Les Compagnons du Silence II by Paul Féval

Les Compagnons du Silence II by Paul Féval

Auteur:Paul Féval
Format: epub


XII

Le plaidoyer de Johann Spurzheim

Les rideaux fermés, la chambre était si sombre, que Maria des Amalfi ne vit rien d’abord, sinon une masse confuse et immobile dans ce grand fauteuil qui était devant la table.

Julien, au contraire, placé dans un lieu plus obscur encore, Julien, dont les yeux, d’ailleurs, s’habituaient à ce demi-jour, put distinguer la taille noble et le doux visage de cette inconnue, car elle releva son voile en entrant.

Malgré la détresse profonde où le plongeaient les nouvelles qu’il venait d’apprendre, il sentit naître en lui un intérêt puissant qui l’étonna. Il n’avait jamais vu cette femme, et cependant c’était avec une sorte d’anxiété qu’il attendait le son de sa voix, comme s’il eût espéré le reconnaître. Mais ce premier mouvement tomba bien vite. Manuele, le pauvre vieillard qui avait élevé son enfance ; sa soeur, sa soeur chérie, sa seule compagne, toute sa famille ! Manuele mort ! sa soeur enlevée ! Si les paroles de cet homme, qui semblait être ici le maître, ne lui eussent donné la vague espérance de savoir, rien n’eut pu le retenir en ce lieu.

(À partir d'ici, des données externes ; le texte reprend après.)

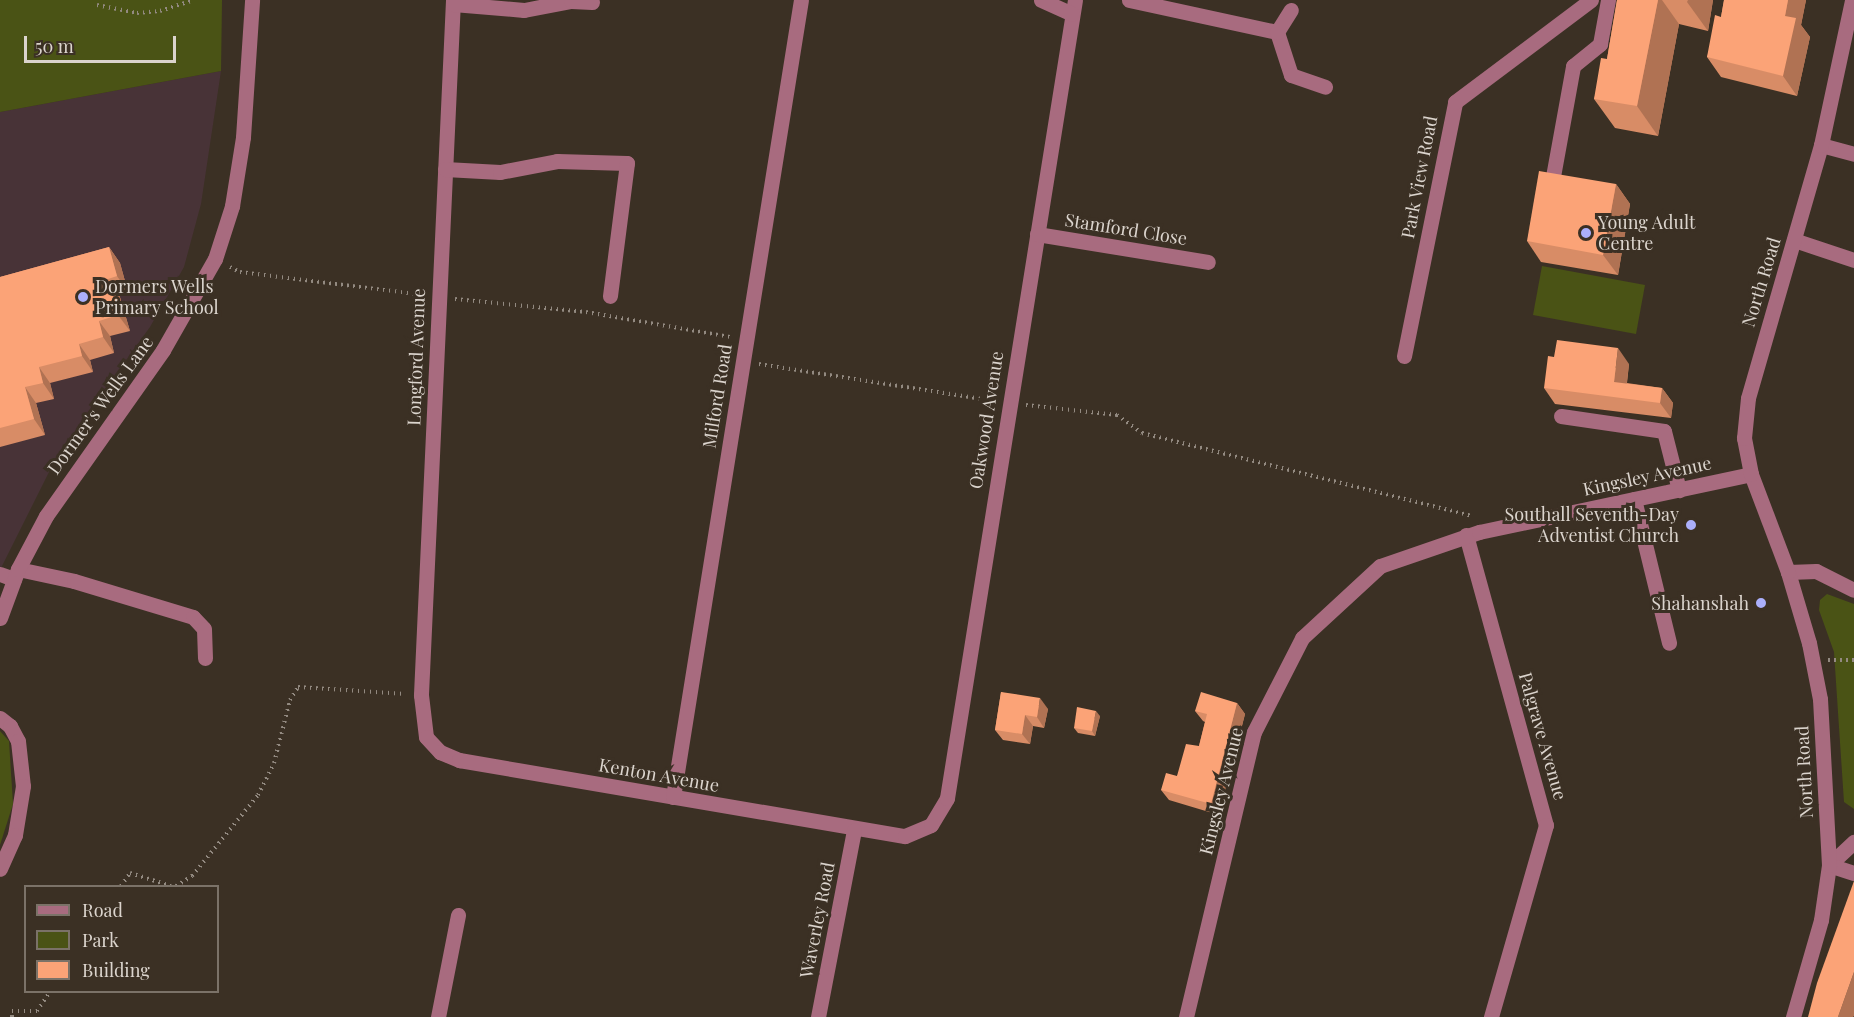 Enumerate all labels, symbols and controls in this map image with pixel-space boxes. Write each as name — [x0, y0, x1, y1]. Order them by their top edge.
scale bar — [27, 24, 178, 62]
text: 50 m — [35, 34, 74, 58]
street label: Park View Road — [1396, 113, 1442, 241]
street label: Stamford Close — [1063, 209, 1189, 249]
place label: Young Adult Centre — [1598, 212, 1696, 254]
marker: Young Adult Centre — [1579, 226, 1593, 240]
street label: North Road — [1737, 235, 1785, 329]
place label: Dormers Wells Primary School — [95, 276, 219, 318]
street label: Longford Avenue — [403, 288, 429, 426]
marker: Dormers Wells Primary School — [76, 290, 90, 304]
street label: Dormer's Wells Lane — [42, 331, 158, 479]
street label: Milford Road — [698, 342, 736, 450]
street label: Oakwood Avenue — [964, 349, 1008, 491]
street label: Kingsley Avenue — [1580, 452, 1714, 500]
place label: Southall Seventh-Day Adventist Church — [1504, 504, 1679, 546]
marker: Southall Seventh-Day Adventist Church — [1684, 518, 1698, 532]
place label: Shahanshah — [1651, 592, 1749, 614]
marker: Shahanshah — [1754, 596, 1768, 610]
street label: Palgrave Avenue — [1514, 669, 1572, 803]
street label: Kingsley Avenue — [1195, 724, 1247, 858]
street label: North Road — [1791, 725, 1817, 819]
street label: Kenton Avenue — [597, 754, 721, 796]
street label: Waverley Road — [795, 860, 839, 980]
legend — [24, 885, 219, 993]
text: Road — [82, 898, 123, 922]
text: Park — [82, 928, 119, 952]
text: Building — [82, 958, 150, 982]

Maria des Amalfi prononça tout bas, dès qu’elle fut à quelques pas de la porte :

– Suis-je ici devant Sa Majesté ?

Cette question nous dispense d’expliquer au lecteur de quel stratagème Pier Falcone s’était servi pour attirer la comtesse dans la maison du directeur de la police royale. Elle ne connaissait point Naples, et la vue des lieux n’avait pu la désabuser. Elle se croyait à la villa Floridiana, demeure du prince et de la princesse de Salerne, où le roi devait se trouver aujourd’hui.

Mais il y eut un contrecoup assez étrange. Julien, ce pauvre enfant qui arrivait du fond de la Sicile, ne connaissait pas le roi. Un grand trouble fit diversion aux souffrances de son coeur. Était-ce le roi, cet être bizarre qui lui avait parlé avec tant de sécheresse, tout en se déclarant son seul protecteur sur la terre ? était-ce le roi qui lui avait annoncé si froidement deux crimes à la fois ? Il tendit l’oreille avidement pour écouter la réponse de ce spectre qui était Ferdinand de Bourbon.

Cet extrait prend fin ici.